Des milliers de lecteurs attendent avec impatience la suite de "L'amie prodigieuse", dont le 4e opus sort prochainement. Folio publie l'un de ses premiers romans, "Poupée volée".

Poupée volée, un livre d'Elena Ferrante
Poupée volée, un livre d'Elena Ferrante © Getty / DEA / G. CIGOLINI

Et le talent est déjà là. On veut très vite savoir pourquoi Leda, pendant ses vacances, sur la plage, a pris la poupée d'Elena, provoquant le désespoir d'une enfant de 3 ans.

Leda a quarante-sept ans, ce sont ses premières vacances sans ses deux filles. Âgées d'une vingtaine d'années, elles sont allées rejoindre leur père au Canada. Il y a maintenant longtemps que le couple est séparé. Et cette liberté nouvelle grise Leda. Elle ne se sent pas coupable.

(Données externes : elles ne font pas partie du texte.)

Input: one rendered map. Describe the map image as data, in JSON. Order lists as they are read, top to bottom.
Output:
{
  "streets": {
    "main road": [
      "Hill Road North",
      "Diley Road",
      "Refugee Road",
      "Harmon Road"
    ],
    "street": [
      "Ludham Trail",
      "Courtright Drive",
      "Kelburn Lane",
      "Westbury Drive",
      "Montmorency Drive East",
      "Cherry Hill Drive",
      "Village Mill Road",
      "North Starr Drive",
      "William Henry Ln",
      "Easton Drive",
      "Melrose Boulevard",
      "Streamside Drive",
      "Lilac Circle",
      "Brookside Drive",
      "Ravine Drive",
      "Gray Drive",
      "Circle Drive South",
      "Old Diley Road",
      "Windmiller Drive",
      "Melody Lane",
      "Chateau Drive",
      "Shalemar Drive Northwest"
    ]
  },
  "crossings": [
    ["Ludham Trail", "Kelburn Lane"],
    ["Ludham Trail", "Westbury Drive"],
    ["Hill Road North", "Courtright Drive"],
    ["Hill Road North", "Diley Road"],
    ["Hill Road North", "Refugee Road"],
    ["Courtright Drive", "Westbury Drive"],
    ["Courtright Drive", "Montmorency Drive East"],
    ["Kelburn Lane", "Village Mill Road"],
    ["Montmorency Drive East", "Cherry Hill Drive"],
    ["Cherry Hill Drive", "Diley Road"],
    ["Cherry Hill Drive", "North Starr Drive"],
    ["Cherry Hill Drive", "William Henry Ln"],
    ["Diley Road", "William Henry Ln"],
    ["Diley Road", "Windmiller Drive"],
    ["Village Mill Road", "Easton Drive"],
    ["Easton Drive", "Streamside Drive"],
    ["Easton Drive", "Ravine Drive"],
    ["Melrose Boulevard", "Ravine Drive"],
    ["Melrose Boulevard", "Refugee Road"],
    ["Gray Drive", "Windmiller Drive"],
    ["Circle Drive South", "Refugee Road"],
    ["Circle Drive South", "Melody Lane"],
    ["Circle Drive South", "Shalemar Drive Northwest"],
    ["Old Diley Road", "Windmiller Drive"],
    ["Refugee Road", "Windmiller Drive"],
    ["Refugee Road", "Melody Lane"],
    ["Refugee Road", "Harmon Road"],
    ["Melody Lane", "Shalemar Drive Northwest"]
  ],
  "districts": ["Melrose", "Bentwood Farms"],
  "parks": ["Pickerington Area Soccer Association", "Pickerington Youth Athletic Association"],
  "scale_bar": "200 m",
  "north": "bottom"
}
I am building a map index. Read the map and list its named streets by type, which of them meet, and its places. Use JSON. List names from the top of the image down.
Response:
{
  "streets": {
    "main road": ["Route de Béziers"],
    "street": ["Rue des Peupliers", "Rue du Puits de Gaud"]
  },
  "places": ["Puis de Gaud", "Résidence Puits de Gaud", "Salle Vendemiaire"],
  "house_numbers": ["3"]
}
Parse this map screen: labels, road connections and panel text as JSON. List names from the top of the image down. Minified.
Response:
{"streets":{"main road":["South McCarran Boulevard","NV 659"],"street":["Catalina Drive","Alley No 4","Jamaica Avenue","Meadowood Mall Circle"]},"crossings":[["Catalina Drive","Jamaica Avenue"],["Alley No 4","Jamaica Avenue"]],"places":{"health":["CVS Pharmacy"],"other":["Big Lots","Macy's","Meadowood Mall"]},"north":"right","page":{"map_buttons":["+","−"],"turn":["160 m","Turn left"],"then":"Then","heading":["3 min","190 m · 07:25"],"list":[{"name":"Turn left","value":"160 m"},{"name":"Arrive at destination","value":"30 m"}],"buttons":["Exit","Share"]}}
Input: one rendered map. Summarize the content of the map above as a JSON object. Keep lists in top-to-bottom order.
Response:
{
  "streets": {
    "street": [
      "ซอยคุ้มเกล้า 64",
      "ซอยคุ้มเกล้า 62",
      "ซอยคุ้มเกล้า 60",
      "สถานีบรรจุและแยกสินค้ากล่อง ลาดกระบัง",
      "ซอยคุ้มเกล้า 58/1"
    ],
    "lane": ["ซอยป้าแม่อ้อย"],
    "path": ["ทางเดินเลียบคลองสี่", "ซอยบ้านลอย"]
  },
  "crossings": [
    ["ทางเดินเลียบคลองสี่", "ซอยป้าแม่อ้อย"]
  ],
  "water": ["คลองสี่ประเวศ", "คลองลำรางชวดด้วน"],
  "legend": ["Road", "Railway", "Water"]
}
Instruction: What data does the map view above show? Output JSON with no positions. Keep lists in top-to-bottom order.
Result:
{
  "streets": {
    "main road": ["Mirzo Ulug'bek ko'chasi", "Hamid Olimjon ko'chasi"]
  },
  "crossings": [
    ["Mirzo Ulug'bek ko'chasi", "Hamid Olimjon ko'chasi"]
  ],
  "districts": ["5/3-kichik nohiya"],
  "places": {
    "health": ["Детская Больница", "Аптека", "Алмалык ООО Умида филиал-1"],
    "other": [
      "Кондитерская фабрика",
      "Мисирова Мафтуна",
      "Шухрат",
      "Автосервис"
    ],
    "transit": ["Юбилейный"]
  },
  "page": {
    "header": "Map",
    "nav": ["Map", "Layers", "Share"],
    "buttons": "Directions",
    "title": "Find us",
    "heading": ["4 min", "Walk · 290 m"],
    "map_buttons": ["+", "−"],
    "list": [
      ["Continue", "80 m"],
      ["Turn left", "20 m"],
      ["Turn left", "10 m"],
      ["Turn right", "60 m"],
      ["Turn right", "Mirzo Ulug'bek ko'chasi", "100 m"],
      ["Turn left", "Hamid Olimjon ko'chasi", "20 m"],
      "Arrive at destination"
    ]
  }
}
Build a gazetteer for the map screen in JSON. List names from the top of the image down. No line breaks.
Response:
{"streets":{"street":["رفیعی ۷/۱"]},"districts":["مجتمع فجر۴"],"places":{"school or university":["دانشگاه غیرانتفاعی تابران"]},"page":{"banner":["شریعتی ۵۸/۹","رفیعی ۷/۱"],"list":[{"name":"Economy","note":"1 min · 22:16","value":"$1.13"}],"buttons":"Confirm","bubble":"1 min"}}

Professeure d'université reconnue, elle s'octroie ses quelques semaines dans une ville balnéaire pour préparer sa rentrée. Installée sur un transat avec les bons soins du jeune et beau Gino, elle ne peut pas ignorer toute la bruyante famille Napolitaine qui vient chaque jour.

Et au milieu de cette agitation, il y a Nina et Elena. Mère et petite fille sont inséparables. Et Nina a l'air si jeune. Au fur et à mesure que les jours passent, elle ne rend toujours pas la poupée, croisant la famille, demandant des nouvelles, comme si de rien n'était. Et Leda s'interroge sur son attitude.

Qu'est-ce que cette poupée peut bien représenter pour elle ?

Difficile pour Leda comme pour nous de le dire. Est-elle jalouse de l'intimité, de la proximité de Nina et de sa fille ? Et pour comprendre, Leda plonge dans sa vie : ses ambitions de jeune fille et d'universitaire qui se brisent sur les récifs du quotidien de son mariage, l'arrivée d'un premier enfant de l'amour, mais d'un second qui représente déjà la lassitude et l'éloignement de son mari.

Elle se reproche, puis excuse la violence du ressentiment envers ses filles et ces trois années où elle est partie, les abandonnant à Gianni avant de découvrir que sans elles, décidément, elle ne pouvait pas vivre sa vie non plus.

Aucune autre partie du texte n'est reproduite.